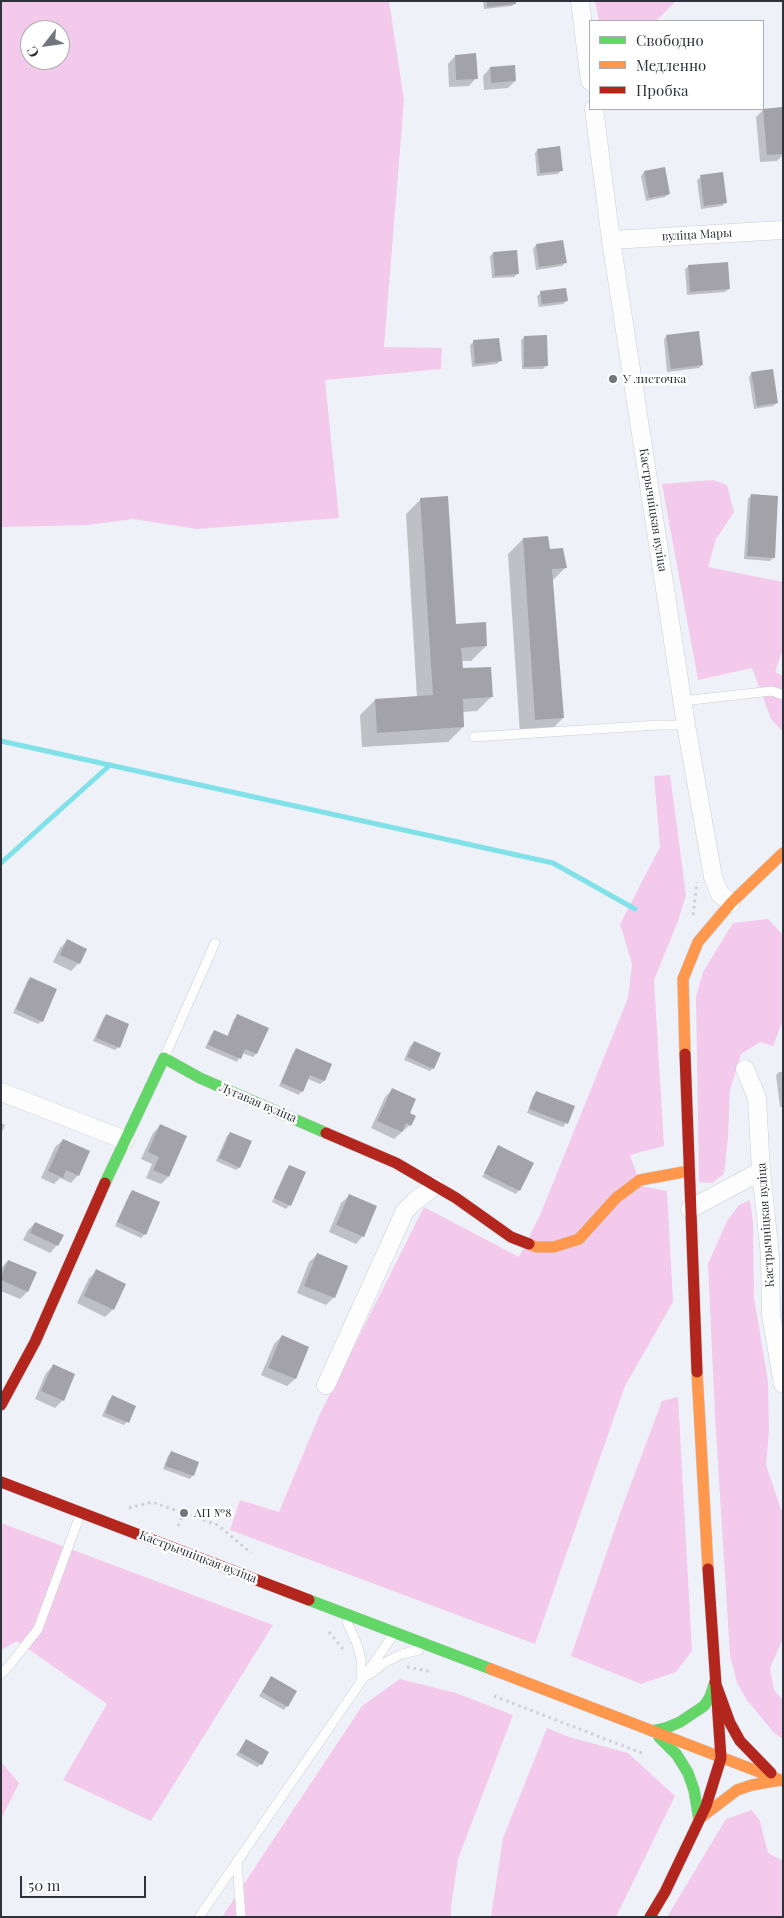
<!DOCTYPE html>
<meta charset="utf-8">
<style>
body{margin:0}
#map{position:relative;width:784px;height:1918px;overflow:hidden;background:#eff1f8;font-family:"Playfair Display",serif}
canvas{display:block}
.frame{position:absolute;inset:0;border:2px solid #2f323a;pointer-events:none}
.legend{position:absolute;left:589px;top:20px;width:175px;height:90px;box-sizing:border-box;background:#fff;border:1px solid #acadb0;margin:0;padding:6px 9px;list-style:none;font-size:15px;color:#2f323a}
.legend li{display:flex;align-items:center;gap:10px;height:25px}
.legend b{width:25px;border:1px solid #acadb0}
.north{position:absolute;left:20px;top:20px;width:50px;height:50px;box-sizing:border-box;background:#fff;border:1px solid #acadb0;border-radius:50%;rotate:240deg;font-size:14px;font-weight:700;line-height:20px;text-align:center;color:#2f323a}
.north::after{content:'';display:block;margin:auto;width:18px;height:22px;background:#72757c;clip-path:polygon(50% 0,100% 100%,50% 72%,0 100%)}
.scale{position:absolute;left:20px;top:1876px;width:126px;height:22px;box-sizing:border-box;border:2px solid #2f323a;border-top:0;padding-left:6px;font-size:15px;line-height:18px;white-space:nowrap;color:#2f323a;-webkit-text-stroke:4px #fff;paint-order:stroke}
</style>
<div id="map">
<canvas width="784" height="1918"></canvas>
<div class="frame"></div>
<ul class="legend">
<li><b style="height:6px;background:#63d668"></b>Свободно</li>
<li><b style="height:6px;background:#ff974d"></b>Медленно</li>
<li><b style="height:6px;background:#b3261e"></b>Пробка</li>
</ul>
<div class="north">С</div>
<div class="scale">50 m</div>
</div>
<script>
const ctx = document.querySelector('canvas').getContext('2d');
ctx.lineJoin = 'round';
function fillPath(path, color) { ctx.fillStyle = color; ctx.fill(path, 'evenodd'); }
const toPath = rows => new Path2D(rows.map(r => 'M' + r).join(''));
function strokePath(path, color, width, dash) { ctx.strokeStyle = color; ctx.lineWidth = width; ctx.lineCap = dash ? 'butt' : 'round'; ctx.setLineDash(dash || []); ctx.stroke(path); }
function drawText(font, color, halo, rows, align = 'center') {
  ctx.font = font + ' "Playfair Display",serif'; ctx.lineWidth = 5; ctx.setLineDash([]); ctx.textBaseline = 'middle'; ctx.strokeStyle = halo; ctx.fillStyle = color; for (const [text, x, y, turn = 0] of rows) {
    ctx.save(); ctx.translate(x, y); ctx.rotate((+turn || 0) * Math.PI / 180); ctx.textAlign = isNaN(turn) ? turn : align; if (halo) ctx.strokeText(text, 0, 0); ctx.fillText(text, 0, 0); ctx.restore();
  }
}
fillPath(toPath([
 [1,1,389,1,404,100,384,347,442,348,441,369,325,380,339,518,197,529,133,519,87,525,1,527],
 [30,30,60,30,60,60,30,60],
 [595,1,676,1,656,21,599,21],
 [713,480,727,485,734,512,716,539,708,567,783,582,783,649,775,672,783,676,783,732,771,719,752,668,698,680,662,484],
 [670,775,686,895,678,921,654,980,664,1146,630,1155,641,1186,667,1191,673,1302,625,1386,535,1644,230,1530,240,1500,279,1512,319,1416,424,1207,519,1257,540,1215,628,998,632,964,620,924,660,847,654,776],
 [768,919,783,935,783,1020,773,1046,760,1042,741,1054,730,1090,728,1137,724,1174,712,1183,699,1182,696,997,703,972,733,923],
 [750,1200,753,1222,754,1298,768,1381,769,1432,766,1465,783,1515,783,1639,770,1668,774,1690,783,1700,783,1739,774,1733,747,1700,737,1683,730,1655,715,1416,708,1264,727,1221,739,1205],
 [678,1397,692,1651,676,1672,641,1684,571,1656,623,1505,662,1401],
 [1,1523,273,1625,151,1821,63,1780,107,1704,17,1641,1,1650],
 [400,1679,456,1693,513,1715,458,1859,451,1907,451,1917,222,1917,362,1706],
 [547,1728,569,1737,628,1753,675,1796,616,1917,491,1917,503,1838],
 [1,1762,19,1783,1,1819],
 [752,1810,760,1821,768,1853,783,1861,783,1917,667,1917,726,1819]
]), '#f3caeb');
fillPath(toPath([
 [483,1,515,1,515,3,512,6,484,9],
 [455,56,476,78,469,86,449,87,448,64],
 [490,68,515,81,508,88,484,90,483,76],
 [781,108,783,155,777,161,760,162,756,117,763,110],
 [538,150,561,170,558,174,537,176,535,153],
 [644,172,669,194,665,197,646,201,641,176],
 [701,177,726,202,722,206,701,209,697,180],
 [562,241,566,262,562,266,536,270,533,249,536,245],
 [493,253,518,273,514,277,492,278,490,256],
 [689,266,729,289,725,292,687,295,685,269],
 [541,293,567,301,563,304,539,307,537,296],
 [667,336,702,365,699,368,667,372,664,339],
 [524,337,547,365,543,369,522,369,521,340],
 [498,339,500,361,497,364,472,367,470,345,473,342],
 [752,373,777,403,773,406,754,409,749,377],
 [751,495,774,557,770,561,744,559,748,499],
 [421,499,455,625,486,646,471,661,461,661,462,670,492,696,477,711,462,712,463,727,448,742,362,747,360,715,375,700,417,698,406,514],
 [523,539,549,551,565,568,552,581,563,718,548,733,520,735,508,554],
 [67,941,79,963,71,971,53,962,60,948],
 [30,978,42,1021,38,1024,13,1013,27,982],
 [106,1015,118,1047,115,1050,93,1041,103,1019],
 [238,1016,256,1054,253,1057,242,1053,237,1062,205,1048,211,1035,214,1031,227,1037,234,1019],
 [414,1043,433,1068,430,1071,404,1060,410,1046],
 [297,1050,331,1064,324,1081,320,1084,308,1079,302,1091,299,1095,279,1086,293,1053],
 [779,1072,783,1072,783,1107,780,1107,776,1075],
 [392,1090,408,1114,410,1125,394,1139,371,1128,385,1097],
 [537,1092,573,1106,566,1123,563,1127,527,1113,533,1096],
 [1,1123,5,1125,1,1134],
 [160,1126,168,1177,161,1184,146,1178,152,1164,141,1159,153,1133],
 [230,1133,239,1167,236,1170,216,1161,227,1136],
 [63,1140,78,1175,71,1183,60,1178,54,1184,41,1178,55,1147],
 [499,1147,519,1190,516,1194,482,1177],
 [290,1166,290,1205,286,1209,272,1202,286,1170],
 [132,1191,145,1234,141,1238,115,1226,129,1195],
 [349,1196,363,1236,356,1244,329,1232,341,1203],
 [35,1223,57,1245,50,1253,23,1240,28,1230],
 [317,1255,334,1297,326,1305,297,1293,309,1262],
 [8,1261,27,1292,20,1299,1,1291,1,1268],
 [97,1271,125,1284,112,1310,105,1317,77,1303,89,1278],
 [282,1336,308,1347,295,1379,287,1386,261,1375,274,1344],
 [53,1366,63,1400,55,1408,35,1399,46,1373],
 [112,1397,127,1422,124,1425,102,1416,109,1400],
 [171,1453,193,1475,190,1479,163,1469,168,1456],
 [271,1677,296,1692,284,1710,259,1696],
 [246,1740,261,1764,257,1767,236,1755]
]), '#0003');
strokePath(toPath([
 [1,741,553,863,635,909],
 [1,863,110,765]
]), '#80e1e8', 5);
fillPath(toPath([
 [487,1,516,1,516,4,487,7],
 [476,53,478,79,456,80,455,55],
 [515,65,516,81,491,83,490,67],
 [782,107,783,154,767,155,763,109],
 [560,146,563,171,540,173,537,149],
 [665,167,670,194,649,198,644,171],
 [723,172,727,203,704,206,700,175],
 [563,240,567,263,539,267,536,244],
 [517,250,519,274,495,276,493,252],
 [728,262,730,289,690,292,688,265],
 [566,288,568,301,542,304,540,291],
 [699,331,703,365,671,369,666,335],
 [547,335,548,366,524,367,524,336],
 [499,338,502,361,475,364,473,340],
 [773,369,778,403,757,406,751,372],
 [751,494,778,496,775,558,747,556],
 [448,496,456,624,486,622,487,646,461,648,463,668,491,667,493,697,463,699,464,727,377,733,375,699,433,695,420,498],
 [548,536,550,549,563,548,567,568,552,569,564,718,535,720,523,538],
 [67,939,87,949,80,964,60,955],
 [30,977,57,989,43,1022,16,1009],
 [106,1014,129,1024,120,1048,96,1038],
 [237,1014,269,1028,257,1054,245,1049,241,1059,208,1045,214,1030,228,1036],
 [414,1041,441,1053,434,1069,407,1057],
 [296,1048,332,1064,325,1081,310,1075,303,1092,281,1083],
 [392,1088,416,1099,410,1113,416,1116,411,1126,406,1123,402,1132,377,1121],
 [536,1091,575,1106,568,1124,529,1109],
 [160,1124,187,1136,169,1177,153,1170,159,1157,148,1152],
 [230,1132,252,1141,240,1168,219,1158],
 [63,1139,90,1151,79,1176,66,1170,63,1178,48,1171],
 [498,1145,534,1163,520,1191,484,1173],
 [289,1165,306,1172,291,1206,274,1198],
 [132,1190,160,1202,146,1235,117,1222],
 [349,1194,377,1206,364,1237,336,1225],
 [35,1222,64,1235,58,1246,30,1233],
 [317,1253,348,1266,335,1298,304,1286],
 [8,1260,37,1272,28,1292,1,1280,1,1276],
 [96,1269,126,1284,114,1310,84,1296],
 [282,1335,309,1347,296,1379,268,1368],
 [53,1364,75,1374,64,1401,41,1391],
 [112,1395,136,1406,129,1423,105,1413],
 [171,1451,199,1462,194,1476,165,1466],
 [271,1676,297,1691,288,1707,262,1692],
 [246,1739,269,1752,262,1765,239,1752]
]), '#a3a2a9');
const lane = toPath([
 [682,701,772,691,783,695],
 [474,737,658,725,686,725],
 [165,1056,215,943],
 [347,1622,357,1644,361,1659,361,1681],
 [1,1674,9,1666,38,1629,80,1515],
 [369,1675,384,1663,402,1654,419,1650],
 [237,1861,241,1917],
 [199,1917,393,1635]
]);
const street = toPath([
 [580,1,590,81],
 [594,109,611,240,686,725,713,877,720,894,731,903],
 [611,240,783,230],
 [745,1069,757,1098,761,1171,770,1255,771,1315,783,1384],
 [1,1092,125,1140],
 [690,1209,761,1171],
 [326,1385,405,1211,415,1201,435,1186]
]);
const fast = toPath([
 [105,1183,164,1058,200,1078,326,1133],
 [309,1600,491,1669],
 [652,1731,666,1728,680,1722,704,1706,710,1697,715,1682],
 [659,1737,677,1755,688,1773,694,1790,699,1819]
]);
const slow = toPath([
 [685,1054,683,979,698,942,731,903,783,853],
 [529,1244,536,1247,554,1247,579,1239,616,1198,640,1180,689,1171],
 [697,1372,708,1569],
 [491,1669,783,1781],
 [699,1819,737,1790,752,1785,780,1780]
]);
const jam = toPath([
 [685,1054,697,1372],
 [326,1133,396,1163,456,1198,511,1237,529,1244],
 [1,1405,35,1342,105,1183],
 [1,1482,309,1600],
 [715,1682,730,1723,740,1741,771,1773],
 [650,1917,665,1892,706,1806,721,1758,708,1569]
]);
strokePath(lane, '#cbcdd4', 10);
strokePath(street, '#cbcdd4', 19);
strokePath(fast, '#cbcdd4', 12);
strokePath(slow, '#cbcdd4', 12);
strokePath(jam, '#cbcdd4', 12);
strokePath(toPath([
 [693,915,697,882],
 [129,1508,152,1502,218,1525,251,1553],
 [178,1526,184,1513],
 [329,1632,344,1650],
 [407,1667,432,1672],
 [494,1696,644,1754]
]), '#ced0d3', 3, [2.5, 4]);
strokePath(lane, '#fdfdfe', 9);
strokePath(street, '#fdfdfe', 18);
strokePath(fast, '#63d668', 11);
strokePath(slow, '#ff974d', 11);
strokePath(jam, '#b3261e', 11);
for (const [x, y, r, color] of [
 [613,379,5,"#72757c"],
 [184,1513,5,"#72757c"]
]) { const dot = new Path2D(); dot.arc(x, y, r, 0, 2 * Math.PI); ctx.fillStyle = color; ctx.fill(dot); strokePath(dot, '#fff', 2); }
drawText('12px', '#2f323a', '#fff', [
 ["вуліца Мары",697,235,-3],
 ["Кастрычніцкая вуліца",653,510,81],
 ["Лугавая вуліца",258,1103,23],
 ["Кастрычніцкая вуліца",766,1225,-94],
 ["Кастрычніцкая вуліца",198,1557,21]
]);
drawText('12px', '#2f323a', '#fff', [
 ["У листочка",623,379],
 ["АП №8",194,1513]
], 'left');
</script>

·····

# ACTIVITY:
In the records above, the line with "function fillPath(path, color)" marks the start and the line with "ctx.font = font" marks the end; copy that stretch exactly, both lines included, and nothing else.

# EXERCISE RESPONSE:
function fillPath(path, color) { ctx.fillStyle = color; ctx.fill(path, 'evenodd'); }
const toPath = rows => new Path2D(rows.map(r => 'M' + r).join(''));
function strokePath(path, color, width, dash) { ctx.strokeStyle = color; ctx.lineWidth = width; ctx.lineCap = dash ? 'butt' : 'round'; ctx.setLineDash(dash || []); ctx.stroke(path); }
function drawText(font, color, halo, rows, align = 'center') {
  ctx.font = font + ' "Playfair Display",serif'; ctx.lineWidth = 5; ctx.setLineDash([]); ctx.textBaseline = 'middle'; ctx.strokeStyle = halo; ctx.fillStyle = color; for (const [text, x, y, turn = 0] of rows) {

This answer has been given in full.